Task requirements:
Look below for the line holding "position:relative; width:727px; height:1393px;" and the line holding "filter:drop-shadow(1px 0 #d7cfca)". Repeat those two and everything between, exactly.
------------------------------------------------------------------------
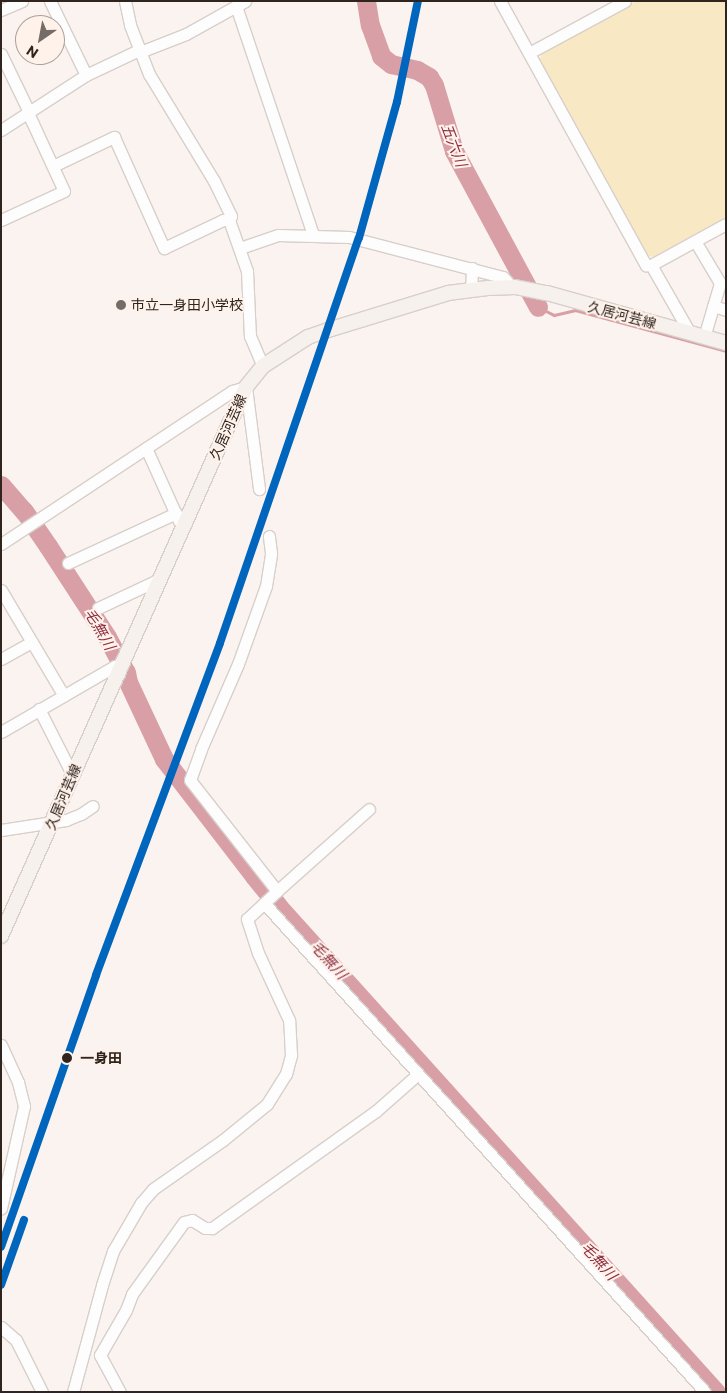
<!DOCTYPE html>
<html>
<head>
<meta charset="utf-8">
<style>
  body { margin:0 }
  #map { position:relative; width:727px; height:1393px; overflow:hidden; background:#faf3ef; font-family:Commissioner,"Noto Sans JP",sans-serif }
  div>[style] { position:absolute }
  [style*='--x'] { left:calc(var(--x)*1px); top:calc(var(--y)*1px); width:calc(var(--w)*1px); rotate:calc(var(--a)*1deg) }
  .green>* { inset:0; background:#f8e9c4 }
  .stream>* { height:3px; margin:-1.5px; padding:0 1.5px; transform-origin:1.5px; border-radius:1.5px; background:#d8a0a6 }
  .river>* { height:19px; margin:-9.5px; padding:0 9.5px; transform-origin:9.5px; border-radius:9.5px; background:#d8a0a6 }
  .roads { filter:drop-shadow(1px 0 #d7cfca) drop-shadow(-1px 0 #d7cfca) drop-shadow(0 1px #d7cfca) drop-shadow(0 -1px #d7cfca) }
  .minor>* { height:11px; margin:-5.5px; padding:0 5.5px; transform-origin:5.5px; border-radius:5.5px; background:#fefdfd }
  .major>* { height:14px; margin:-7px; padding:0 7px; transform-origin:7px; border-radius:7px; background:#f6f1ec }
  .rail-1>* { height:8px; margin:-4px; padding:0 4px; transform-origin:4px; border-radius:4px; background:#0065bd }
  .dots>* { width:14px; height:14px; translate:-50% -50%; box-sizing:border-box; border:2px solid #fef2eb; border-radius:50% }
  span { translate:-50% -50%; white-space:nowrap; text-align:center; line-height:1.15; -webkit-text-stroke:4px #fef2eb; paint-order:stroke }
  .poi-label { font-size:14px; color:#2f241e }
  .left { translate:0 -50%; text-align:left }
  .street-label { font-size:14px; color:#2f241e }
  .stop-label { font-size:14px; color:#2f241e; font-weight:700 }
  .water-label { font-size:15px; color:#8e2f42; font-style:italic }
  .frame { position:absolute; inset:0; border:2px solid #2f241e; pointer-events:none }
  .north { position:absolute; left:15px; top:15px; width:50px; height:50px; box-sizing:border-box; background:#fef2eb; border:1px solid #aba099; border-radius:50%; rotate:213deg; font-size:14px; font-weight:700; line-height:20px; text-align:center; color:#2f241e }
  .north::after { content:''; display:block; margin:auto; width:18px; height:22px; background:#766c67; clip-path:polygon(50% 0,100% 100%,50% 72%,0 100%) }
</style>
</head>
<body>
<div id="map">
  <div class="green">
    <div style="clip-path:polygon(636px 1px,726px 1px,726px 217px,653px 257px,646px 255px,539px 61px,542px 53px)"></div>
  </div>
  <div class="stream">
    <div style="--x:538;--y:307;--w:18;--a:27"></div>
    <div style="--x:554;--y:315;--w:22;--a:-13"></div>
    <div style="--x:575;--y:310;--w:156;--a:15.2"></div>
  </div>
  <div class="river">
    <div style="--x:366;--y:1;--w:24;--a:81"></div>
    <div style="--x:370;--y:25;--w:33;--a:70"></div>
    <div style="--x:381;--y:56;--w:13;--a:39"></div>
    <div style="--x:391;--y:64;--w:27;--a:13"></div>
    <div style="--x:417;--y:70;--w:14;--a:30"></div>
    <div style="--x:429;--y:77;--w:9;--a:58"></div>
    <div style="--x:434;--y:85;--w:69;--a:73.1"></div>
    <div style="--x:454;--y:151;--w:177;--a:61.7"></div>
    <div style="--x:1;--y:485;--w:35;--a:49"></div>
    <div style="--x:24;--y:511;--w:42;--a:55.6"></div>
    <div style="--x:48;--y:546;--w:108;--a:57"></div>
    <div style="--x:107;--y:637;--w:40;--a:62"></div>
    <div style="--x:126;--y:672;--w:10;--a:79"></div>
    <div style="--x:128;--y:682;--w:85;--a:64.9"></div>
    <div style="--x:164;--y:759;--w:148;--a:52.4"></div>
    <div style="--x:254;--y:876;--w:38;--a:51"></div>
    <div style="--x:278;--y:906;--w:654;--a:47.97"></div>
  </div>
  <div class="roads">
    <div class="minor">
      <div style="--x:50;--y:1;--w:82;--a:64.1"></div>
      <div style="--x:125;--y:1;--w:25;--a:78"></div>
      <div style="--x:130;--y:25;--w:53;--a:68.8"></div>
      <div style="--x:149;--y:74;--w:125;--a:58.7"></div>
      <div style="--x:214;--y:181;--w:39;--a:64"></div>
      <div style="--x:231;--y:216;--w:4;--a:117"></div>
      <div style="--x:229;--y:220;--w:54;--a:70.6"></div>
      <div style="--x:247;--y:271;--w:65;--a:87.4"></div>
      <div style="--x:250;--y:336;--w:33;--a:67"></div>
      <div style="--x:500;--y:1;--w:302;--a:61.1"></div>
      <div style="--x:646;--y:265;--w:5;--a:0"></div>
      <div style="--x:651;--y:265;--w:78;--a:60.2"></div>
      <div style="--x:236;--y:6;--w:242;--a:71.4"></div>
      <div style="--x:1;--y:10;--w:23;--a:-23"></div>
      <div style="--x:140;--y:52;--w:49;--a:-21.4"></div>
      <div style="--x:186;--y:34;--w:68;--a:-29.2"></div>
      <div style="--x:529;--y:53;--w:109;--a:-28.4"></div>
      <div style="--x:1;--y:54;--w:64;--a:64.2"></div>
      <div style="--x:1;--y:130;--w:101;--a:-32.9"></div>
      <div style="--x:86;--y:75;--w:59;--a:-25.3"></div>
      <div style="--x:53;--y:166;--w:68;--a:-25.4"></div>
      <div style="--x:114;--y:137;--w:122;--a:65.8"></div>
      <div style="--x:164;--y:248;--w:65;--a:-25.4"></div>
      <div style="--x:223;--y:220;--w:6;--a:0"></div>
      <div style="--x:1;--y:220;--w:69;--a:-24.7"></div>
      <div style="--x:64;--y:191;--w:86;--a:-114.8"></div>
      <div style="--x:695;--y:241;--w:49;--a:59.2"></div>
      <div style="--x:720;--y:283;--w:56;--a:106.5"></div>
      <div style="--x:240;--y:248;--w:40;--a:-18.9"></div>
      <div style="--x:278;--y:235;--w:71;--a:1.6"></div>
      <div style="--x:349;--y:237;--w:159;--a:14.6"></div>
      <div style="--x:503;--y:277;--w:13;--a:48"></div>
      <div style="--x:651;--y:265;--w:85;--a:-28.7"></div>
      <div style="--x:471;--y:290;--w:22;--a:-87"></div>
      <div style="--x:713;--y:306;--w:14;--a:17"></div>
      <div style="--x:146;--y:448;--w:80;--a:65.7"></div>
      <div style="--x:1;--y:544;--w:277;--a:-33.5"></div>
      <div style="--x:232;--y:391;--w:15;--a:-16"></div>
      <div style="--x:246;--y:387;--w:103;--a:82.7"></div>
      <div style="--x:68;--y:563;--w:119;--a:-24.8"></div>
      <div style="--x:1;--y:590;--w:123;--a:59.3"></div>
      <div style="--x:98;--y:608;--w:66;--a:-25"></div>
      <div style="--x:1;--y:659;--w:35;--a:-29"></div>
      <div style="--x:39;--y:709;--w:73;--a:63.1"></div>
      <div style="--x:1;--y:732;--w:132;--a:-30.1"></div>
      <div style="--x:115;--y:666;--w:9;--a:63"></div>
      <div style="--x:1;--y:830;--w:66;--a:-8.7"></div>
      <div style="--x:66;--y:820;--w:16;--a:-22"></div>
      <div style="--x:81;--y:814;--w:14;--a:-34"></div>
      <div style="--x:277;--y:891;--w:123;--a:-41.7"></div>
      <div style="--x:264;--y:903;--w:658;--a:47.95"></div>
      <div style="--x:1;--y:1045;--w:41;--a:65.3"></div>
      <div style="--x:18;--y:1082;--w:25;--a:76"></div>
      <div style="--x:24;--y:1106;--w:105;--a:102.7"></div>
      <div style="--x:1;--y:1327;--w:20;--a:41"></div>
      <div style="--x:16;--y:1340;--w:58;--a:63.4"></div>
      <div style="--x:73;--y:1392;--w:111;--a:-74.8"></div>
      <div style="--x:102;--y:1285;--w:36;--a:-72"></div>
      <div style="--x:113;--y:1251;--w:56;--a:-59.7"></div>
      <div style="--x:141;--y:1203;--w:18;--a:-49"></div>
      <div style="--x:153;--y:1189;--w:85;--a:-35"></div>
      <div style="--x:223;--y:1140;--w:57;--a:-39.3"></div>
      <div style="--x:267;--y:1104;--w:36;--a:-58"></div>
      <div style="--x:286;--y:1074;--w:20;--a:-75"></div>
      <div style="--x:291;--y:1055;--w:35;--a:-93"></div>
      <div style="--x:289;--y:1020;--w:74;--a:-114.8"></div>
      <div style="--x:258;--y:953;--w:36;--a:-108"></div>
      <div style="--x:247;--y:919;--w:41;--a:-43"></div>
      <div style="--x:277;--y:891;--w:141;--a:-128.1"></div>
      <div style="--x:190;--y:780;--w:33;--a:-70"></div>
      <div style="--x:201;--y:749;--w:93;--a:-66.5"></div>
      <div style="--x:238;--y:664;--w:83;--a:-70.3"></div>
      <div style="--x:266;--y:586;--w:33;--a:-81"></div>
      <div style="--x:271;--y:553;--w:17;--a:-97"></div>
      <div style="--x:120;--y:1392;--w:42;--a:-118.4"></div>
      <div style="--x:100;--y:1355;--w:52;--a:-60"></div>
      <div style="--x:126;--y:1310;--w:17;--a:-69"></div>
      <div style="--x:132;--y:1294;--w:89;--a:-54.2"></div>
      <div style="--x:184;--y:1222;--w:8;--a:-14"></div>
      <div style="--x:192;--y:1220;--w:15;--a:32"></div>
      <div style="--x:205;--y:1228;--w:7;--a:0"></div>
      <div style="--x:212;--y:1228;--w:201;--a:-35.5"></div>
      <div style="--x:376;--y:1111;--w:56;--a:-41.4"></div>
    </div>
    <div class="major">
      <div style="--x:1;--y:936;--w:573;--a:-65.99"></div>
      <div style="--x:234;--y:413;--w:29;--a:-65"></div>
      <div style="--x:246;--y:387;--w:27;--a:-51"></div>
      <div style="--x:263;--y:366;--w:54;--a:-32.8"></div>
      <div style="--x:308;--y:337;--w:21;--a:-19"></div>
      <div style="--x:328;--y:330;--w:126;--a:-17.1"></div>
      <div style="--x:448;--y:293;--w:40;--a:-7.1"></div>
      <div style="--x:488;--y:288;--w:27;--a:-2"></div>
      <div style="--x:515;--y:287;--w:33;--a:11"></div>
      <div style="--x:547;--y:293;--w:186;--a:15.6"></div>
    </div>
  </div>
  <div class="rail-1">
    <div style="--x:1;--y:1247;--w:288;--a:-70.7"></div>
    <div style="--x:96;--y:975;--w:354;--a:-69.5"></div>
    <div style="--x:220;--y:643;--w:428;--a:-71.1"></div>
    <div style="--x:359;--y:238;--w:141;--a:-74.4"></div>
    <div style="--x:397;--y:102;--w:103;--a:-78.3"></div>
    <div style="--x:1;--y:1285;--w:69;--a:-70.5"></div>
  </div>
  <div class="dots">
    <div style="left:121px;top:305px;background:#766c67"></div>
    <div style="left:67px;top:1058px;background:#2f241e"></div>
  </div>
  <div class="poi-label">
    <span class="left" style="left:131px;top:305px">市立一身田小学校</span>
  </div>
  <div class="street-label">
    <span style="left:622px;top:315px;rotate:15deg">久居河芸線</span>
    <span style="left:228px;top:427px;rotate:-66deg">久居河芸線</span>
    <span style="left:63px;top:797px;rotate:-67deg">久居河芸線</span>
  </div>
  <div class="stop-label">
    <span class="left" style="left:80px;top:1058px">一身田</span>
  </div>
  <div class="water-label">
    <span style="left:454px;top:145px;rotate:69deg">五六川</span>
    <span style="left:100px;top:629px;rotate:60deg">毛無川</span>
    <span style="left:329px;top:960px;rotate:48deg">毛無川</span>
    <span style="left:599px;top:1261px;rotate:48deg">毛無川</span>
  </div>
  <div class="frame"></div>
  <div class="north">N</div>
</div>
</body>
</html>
------------------------------------------------------------------------
Solved problem:
  #map { position:relative; width:727px; height:1393px; overflow:hidden; background:#faf3ef; font-family:Commissioner,"Noto Sans JP",sans-serif }
  div>[style] { position:absolute }
  [style*='--x'] { left:calc(var(--x)*1px); top:calc(var(--y)*1px); width:calc(var(--w)*1px); rotate:calc(var(--a)*1deg) }
  .green>* { inset:0; background:#f8e9c4 }
  .stream>* { height:3px; margin:-1.5px; padding:0 1.5px; transform-origin:1.5px; border-radius:1.5px; background:#d8a0a6 }
  .river>* { height:19px; margin:-9.5px; padding:0 9.5px; transform-origin:9.5px; border-radius:9.5px; background:#d8a0a6 }
  .roads { filter:drop-shadow(1px 0 #d7cfca) drop-shadow(-1px 0 #d7cfca) drop-shadow(0 1px #d7cfca) drop-shadow(0 -1px #d7cfca) }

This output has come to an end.